Would only ask you to do a cable review though if you feel it is something that has an impact on audio quality.
If your of the school of thought that they have no impact then prefer not to have a review done as it would be very short, probably in the under 10 words variety of short.

Gregory
Cinema Link, Sales
675 Elizabeth St
Waterloo NSW 2017
Ph: (02) 9698 4959
www.clink.com.au

[There was a bit more to this e-mail; I've corresponded with Gregory previously. He asked if I'd like to check out one of his HDMI switches, which I don't actually have the equipment to test but which seem quite handy; by linking to them and other pages of his without so much as a nofollow, I hereby repay Greg for what's going to happen to him in the rest of this post!]

My answer:

Yeeeahhh... you haven't read much of my site, have you :-)?

(Or this blog, for that matter.)

It's the "school of thought" part that I think is the problem.
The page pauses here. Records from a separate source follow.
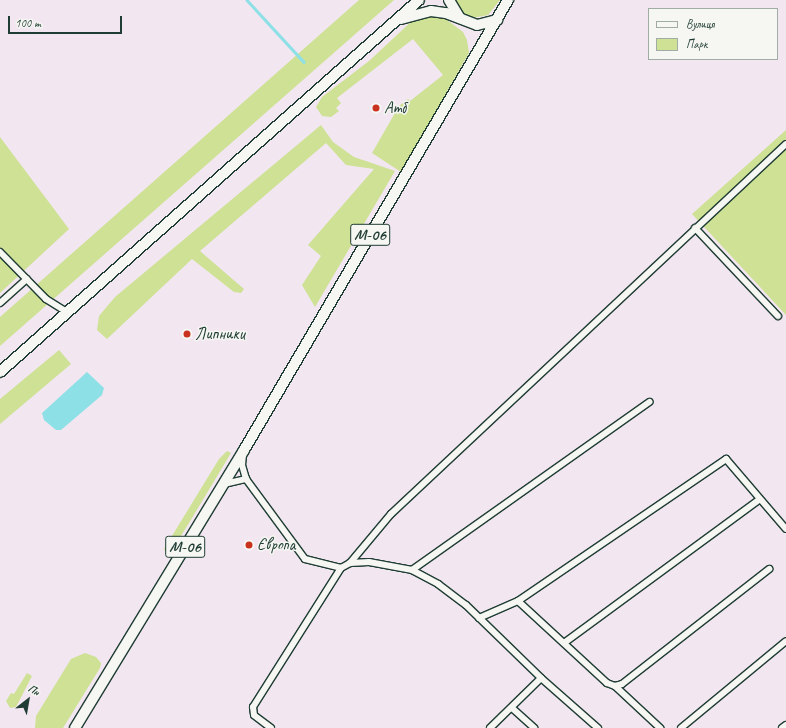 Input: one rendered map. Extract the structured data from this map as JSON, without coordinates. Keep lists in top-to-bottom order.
{
  "streets": {
    "highway": ["М-06"]
  },
  "places": ["Атб", "Липники", "Європа"],
  "legend": ["Вулиця", "Парк"],
  "scale_bar": "100 m",
  "north": "top right"
} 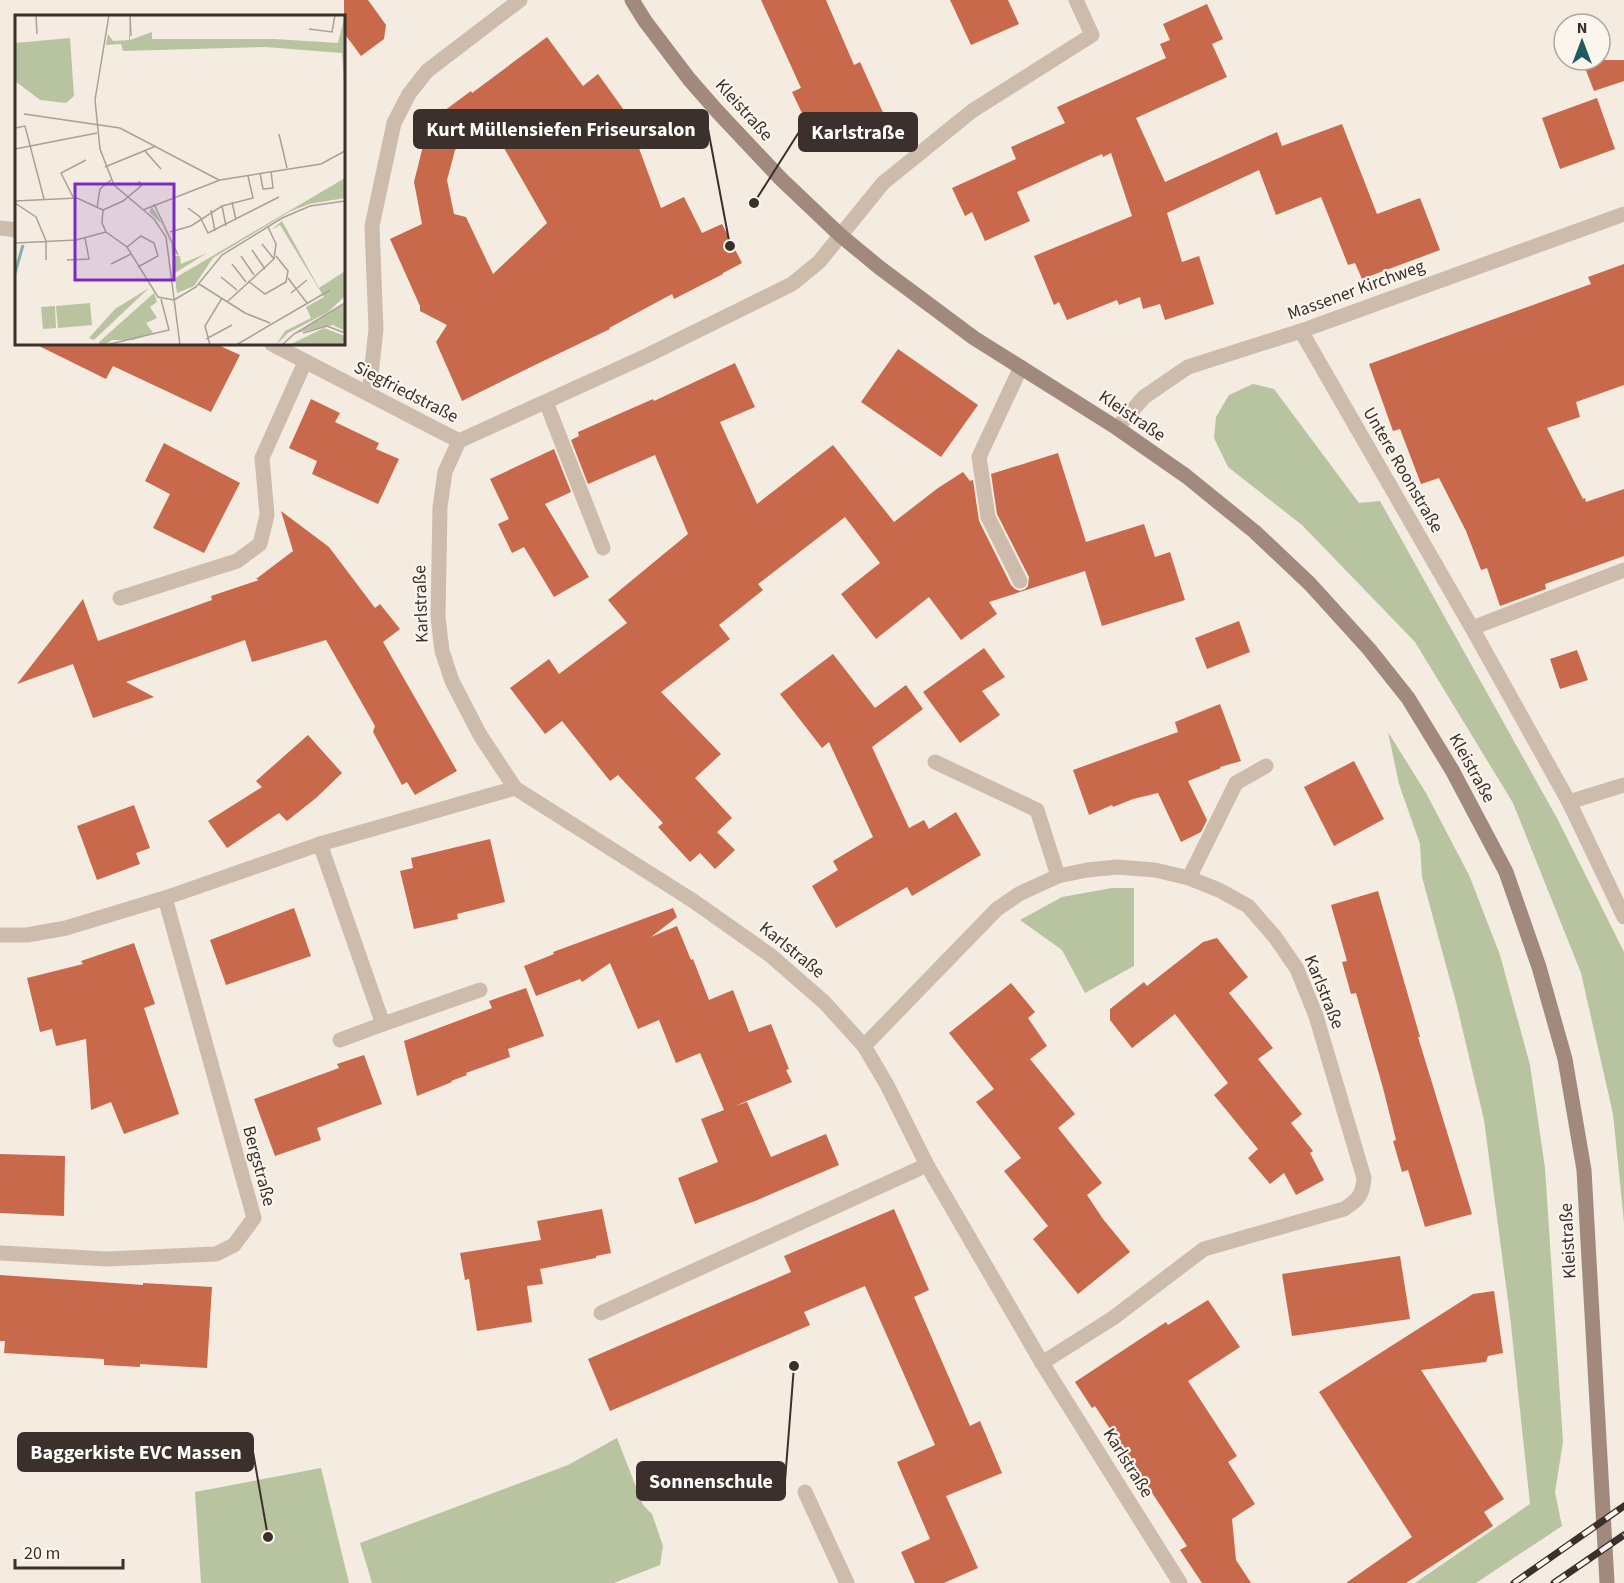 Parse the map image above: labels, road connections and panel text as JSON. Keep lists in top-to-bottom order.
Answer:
{
  "streets": {
    "main road": ["Kleistraße"],
    "street": [
      "Massener Kirchweg",
      "Siegfriedstraße",
      "Untere Roonstraße",
      "Karlstraße",
      "Bergstraße"
    ]
  },
  "crossings": [
    ["Kleistraße", "Massener Kirchweg"],
    ["Massener Kirchweg", "Untere Roonstraße"],
    ["Siegfriedstraße", "Karlstraße"]
  ],
  "places": [
    "Karlstraße",
    "Kurt Müllensiefen Friseursalon",
    "Sonnenschule",
    "Baggerkiste EVC Massen"
  ],
  "scale_bar": "20 m",
  "north": "top"
}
There's no need to separate people into pseudo-religious "schools of thought" over a question that can be settled by scientific means.

We know, with the same certainty that we know that the GPS system and personal computers work and for many of the same reasons, that none of the conventionally-measurable electrical characteristics of analogue cables have any effect on the sound. Well, except in particularly pathological cases where some truly bizarre cable architecture adds substantial reactance or something, in which case it only makes a system sound better if there was something wrong with the system in the first place. Like, your speakers have 14 drivers wired in parallel and thus have far too little impedance for your amp to happily drive, so hooking them up via carbon spark-plug leads or something that add a lot of resistance un-ruins the sound.

(See also those occasional fringe-audiophile products that are actually quantifiably bad, like this amplifier, plus a veritable cavalcade of dreadful valve amplifiers. All of which have users who insist that they sound GREAT.)

[Oh - in case you're wondering, yes, Cinema Link have fancy digital cables, too...]

The analogue-cables-sound-different response to the electrical-engineering argument is to say that DC-to-daylight frequency and phase analysis just doesn't measure some special something that they know when they hear it, science doesn't know everything, et cetera.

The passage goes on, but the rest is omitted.